**Directions for this task**
Write out, from the entries below, exactly the lines that run between the lines holding "position:relative; width:1306px; height:612px;" and "width:14px; height:14px; translate:-50%", inclusive, and stop there.

**Data in this exercise**
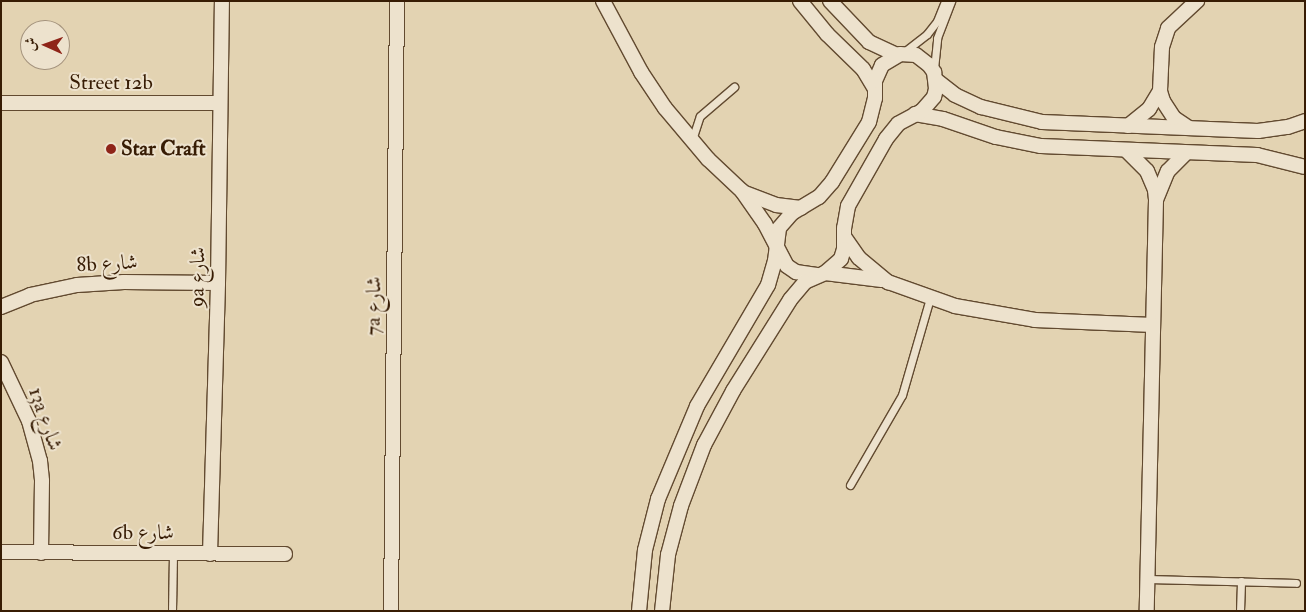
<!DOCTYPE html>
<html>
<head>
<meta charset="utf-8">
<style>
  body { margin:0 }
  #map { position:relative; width:1306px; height:612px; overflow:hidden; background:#e3d3b2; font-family:"IM FELL Double Pica",Amiri,serif }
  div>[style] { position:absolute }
  .roads { filter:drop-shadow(1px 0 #624a30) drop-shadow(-1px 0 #624a30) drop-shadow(0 1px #624a30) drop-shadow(0 -1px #624a30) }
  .lane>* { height:7px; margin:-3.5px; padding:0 3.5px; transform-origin:3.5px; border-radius:3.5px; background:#ede2cd }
  .street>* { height:14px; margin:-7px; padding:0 7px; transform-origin:7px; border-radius:7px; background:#ede2cd }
  .dots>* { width:14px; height:14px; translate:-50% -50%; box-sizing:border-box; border:2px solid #ede2cd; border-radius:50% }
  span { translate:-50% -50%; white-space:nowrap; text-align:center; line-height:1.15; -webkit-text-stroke:4px #ede2cd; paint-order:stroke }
  .street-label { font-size:21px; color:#371c04 }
  .poi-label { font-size:21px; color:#371c04; font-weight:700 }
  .left { translate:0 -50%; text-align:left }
  .frame { position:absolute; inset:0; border:2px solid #371c04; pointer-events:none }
  .north { position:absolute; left:20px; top:20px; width:50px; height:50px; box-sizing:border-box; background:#ede2cd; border:1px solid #a4937d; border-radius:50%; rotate:272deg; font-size:14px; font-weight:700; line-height:20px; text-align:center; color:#371c04 }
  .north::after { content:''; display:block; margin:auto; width:18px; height:22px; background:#8f2418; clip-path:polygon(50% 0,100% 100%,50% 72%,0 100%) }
</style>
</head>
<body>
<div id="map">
  <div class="roads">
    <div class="lane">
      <i style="left:904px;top:52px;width:29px;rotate:-38deg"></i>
      <i style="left:927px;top:34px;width:16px;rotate:-52deg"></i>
      <i style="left:937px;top:21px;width:22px;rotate:-68deg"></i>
      <i style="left:934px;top:69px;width:31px;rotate:-84deg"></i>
      <i style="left:937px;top:38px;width:40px;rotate:-69deg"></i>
      <i style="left:692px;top:140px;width:25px;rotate:-72deg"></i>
      <i style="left:700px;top:116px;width:45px;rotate:-40.5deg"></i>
      <i style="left:850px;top:485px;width:104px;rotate:-60deg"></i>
      <i style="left:902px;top:395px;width:101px;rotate:-73.9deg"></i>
      <i style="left:1148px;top:579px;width:148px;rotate:1.5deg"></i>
      <i style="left:172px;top:611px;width:57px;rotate:-89deg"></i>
      <i style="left:1240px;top:611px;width:30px;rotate:-88deg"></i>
    </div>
    <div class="street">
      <i style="left:603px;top:1px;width:81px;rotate:61.8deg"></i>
      <i style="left:641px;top:72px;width:43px;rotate:56.3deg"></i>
      <i style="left:665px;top:108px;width:67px;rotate:49.9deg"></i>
      <i style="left:708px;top:159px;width:47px;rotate:43.3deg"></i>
      <i style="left:742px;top:191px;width:40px;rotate:55.1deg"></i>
      <i style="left:765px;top:224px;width:47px;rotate:62.4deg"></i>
      <i style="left:787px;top:266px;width:11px;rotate:34deg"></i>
      <i style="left:796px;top:272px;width:21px;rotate:8deg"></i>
      <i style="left:800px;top:1px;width:43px;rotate:50.7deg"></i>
      <i style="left:827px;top:34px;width:50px;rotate:44.2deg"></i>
      <i style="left:863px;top:69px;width:23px;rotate:59deg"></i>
      <i style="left:830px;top:1px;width:57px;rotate:46.4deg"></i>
      <i style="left:869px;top:42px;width:31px;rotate:25deg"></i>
      <i style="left:936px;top:80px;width:24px;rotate:38deg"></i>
      <i style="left:955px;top:95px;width:29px;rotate:25deg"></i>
      <i style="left:981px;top:107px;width:63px;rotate:13.8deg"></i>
      <i style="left:1042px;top:122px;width:216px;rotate:2.4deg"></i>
      <i style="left:1258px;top:131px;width:30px;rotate:-8deg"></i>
      <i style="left:1288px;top:127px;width:18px;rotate:-19deg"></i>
      <i style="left:1px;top:103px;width:219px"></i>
      <i style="left:915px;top:114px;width:28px;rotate:10deg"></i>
      <i style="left:943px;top:119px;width:56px;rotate:18.8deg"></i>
      <i style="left:996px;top:137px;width:46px;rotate:11.3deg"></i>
      <i style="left:1041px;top:146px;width:216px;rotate:2.4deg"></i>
      <i style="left:1257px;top:155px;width:49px;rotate:14deg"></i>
      <i style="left:1128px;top:126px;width:27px;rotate:-39deg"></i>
      <i style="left:1149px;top:109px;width:21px;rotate:-59deg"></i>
      <i style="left:1189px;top:128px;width:18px;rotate:-146deg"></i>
      <i style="left:1174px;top:118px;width:20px;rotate:-123deg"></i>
      <i style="left:1163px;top:101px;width:10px;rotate:-107deg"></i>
      <i style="left:1160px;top:91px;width:44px;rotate:-87.4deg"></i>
      <i style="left:1162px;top:47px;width:20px;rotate:-72deg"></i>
      <i style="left:1168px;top:28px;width:40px;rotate:-43deg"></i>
      <i style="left:1127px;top:151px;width:28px;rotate:45deg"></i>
      <i style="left:1147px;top:171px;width:21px;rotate:67deg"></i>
      <i style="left:1155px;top:190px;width:10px;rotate:84deg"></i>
      <i style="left:1156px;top:200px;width:411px;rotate:91.3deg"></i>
      <i style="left:745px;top:193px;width:33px;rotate:21deg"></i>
      <i style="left:776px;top:205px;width:25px;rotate:7deg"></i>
      <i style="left:1156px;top:200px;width:31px;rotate:-68deg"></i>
      <i style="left:1168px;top:171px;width:25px;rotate:-45deg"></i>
      <i style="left:845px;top:238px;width:24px;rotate:55deg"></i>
      <i style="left:859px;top:258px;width:38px;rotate:40deg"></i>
      <i style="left:888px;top:282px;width:71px;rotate:19.7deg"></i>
      <i style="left:955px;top:306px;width:81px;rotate:9.9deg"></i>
      <i style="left:1035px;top:320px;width:118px;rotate:2.4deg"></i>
      <i style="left:825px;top:273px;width:57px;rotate:7deg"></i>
      <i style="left:1px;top:307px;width:31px;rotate:-22deg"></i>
      <i style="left:30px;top:295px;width:48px;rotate:-12deg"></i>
      <i style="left:77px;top:285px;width:47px;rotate:-3.7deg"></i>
      <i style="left:124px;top:282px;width:94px;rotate:0.6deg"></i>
      <i style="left:1px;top:362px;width:65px;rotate:64.6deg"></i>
      <i style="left:29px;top:421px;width:41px;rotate:74.6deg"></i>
      <i style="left:40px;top:461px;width:20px;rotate:84deg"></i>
      <i style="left:42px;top:481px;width:72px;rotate:90.8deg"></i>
      <i style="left:1px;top:552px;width:284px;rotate:0.4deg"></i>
      <i style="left:210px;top:554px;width:271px;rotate:-88.3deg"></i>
      <i style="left:218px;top:283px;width:282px;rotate:-89.2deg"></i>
      <i style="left:391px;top:611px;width:610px;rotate:-89.44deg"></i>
      <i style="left:639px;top:611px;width:61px;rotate:-84.4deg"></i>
      <i style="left:645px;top:550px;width:53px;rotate:-75.7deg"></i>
      <i style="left:658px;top:499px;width:101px;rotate:-67.2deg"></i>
      <i style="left:697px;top:406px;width:140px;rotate:-59.6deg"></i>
      <i style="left:768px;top:285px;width:25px;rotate:-74deg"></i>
      <i style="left:775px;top:261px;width:33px;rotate:-83deg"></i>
      <i style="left:779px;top:228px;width:20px;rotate:-49deg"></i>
      <i style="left:792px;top:213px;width:31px;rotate:-31deg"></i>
      <i style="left:819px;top:197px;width:20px;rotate:-49deg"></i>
      <i style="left:832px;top:182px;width:70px;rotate:-58.3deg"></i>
      <i style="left:869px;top:122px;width:25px;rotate:-76deg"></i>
      <i style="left:875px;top:98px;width:17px;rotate:-90deg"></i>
      <i style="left:875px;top:81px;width:17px;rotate:-66deg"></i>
      <i style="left:882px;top:65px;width:21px;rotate:-31deg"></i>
      <i style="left:900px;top:54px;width:16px;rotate:4deg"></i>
      <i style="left:916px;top:55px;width:16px;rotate:38deg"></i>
      <i style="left:929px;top:65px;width:9px;rotate:54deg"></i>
      <i style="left:934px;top:72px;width:17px;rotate:83deg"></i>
      <i style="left:936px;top:89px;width:8px;rotate:104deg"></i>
      <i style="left:934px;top:97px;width:18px;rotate:131deg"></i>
      <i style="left:922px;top:111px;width:27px;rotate:152deg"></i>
      <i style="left:898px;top:124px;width:19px;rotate:129deg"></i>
      <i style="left:886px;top:139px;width:77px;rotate:119.6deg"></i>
      <i style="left:848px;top:206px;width:22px;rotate:100deg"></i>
      <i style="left:844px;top:228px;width:21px;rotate:90deg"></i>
      <i style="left:844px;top:249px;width:10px;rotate:107deg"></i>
      <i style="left:841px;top:259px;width:21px;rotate:139deg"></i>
      <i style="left:825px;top:273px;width:22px;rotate:156deg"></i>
      <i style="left:805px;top:282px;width:23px;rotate:130deg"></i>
      <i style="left:790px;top:300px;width:107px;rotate:122.1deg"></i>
      <i style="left:733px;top:391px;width:61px;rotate:118.2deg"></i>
      <i style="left:704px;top:445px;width:65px;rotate:110.7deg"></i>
      <i style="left:681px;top:506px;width:51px;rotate:104.9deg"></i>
      <i style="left:668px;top:555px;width:56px;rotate:96.1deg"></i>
    </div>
  </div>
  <div class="dots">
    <i style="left:111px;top:149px;background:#8f2418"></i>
  </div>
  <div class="street-label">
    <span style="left:111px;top:83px">Street 12b</span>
    <span style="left:107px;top:264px;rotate:-3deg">8b شارع</span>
    <span style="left:198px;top:277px;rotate:-89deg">9a شارع</span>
    <span style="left:374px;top:306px;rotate:-89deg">7a شارع</span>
    <span style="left:45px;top:419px;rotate:71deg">13a شارع</span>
    <span style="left:143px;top:533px">6b شارع</span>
  </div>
  <div class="poi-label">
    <span class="left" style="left:121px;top:149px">Star Craft</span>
  </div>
  <div class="frame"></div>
  <div class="north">ش</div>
</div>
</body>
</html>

**Answer to the exercise**
  #map { position:relative; width:1306px; height:612px; overflow:hidden; background:#e3d3b2; font-family:"IM FELL Double Pica",Amiri,serif }
  div>[style] { position:absolute }
  .roads { filter:drop-shadow(1px 0 #624a30) drop-shadow(-1px 0 #624a30) drop-shadow(0 1px #624a30) drop-shadow(0 -1px #624a30) }
  .lane>* { height:7px; margin:-3.5px; padding:0 3.5px; transform-origin:3.5px; border-radius:3.5px; background:#ede2cd }
  .street>* { height:14px; margin:-7px; padding:0 7px; transform-origin:7px; border-radius:7px; background:#ede2cd }
  .dots>* { width:14px; height:14px; translate:-50% -50%; box-sizing:border-box; border:2px solid #ede2cd; border-radius:50% }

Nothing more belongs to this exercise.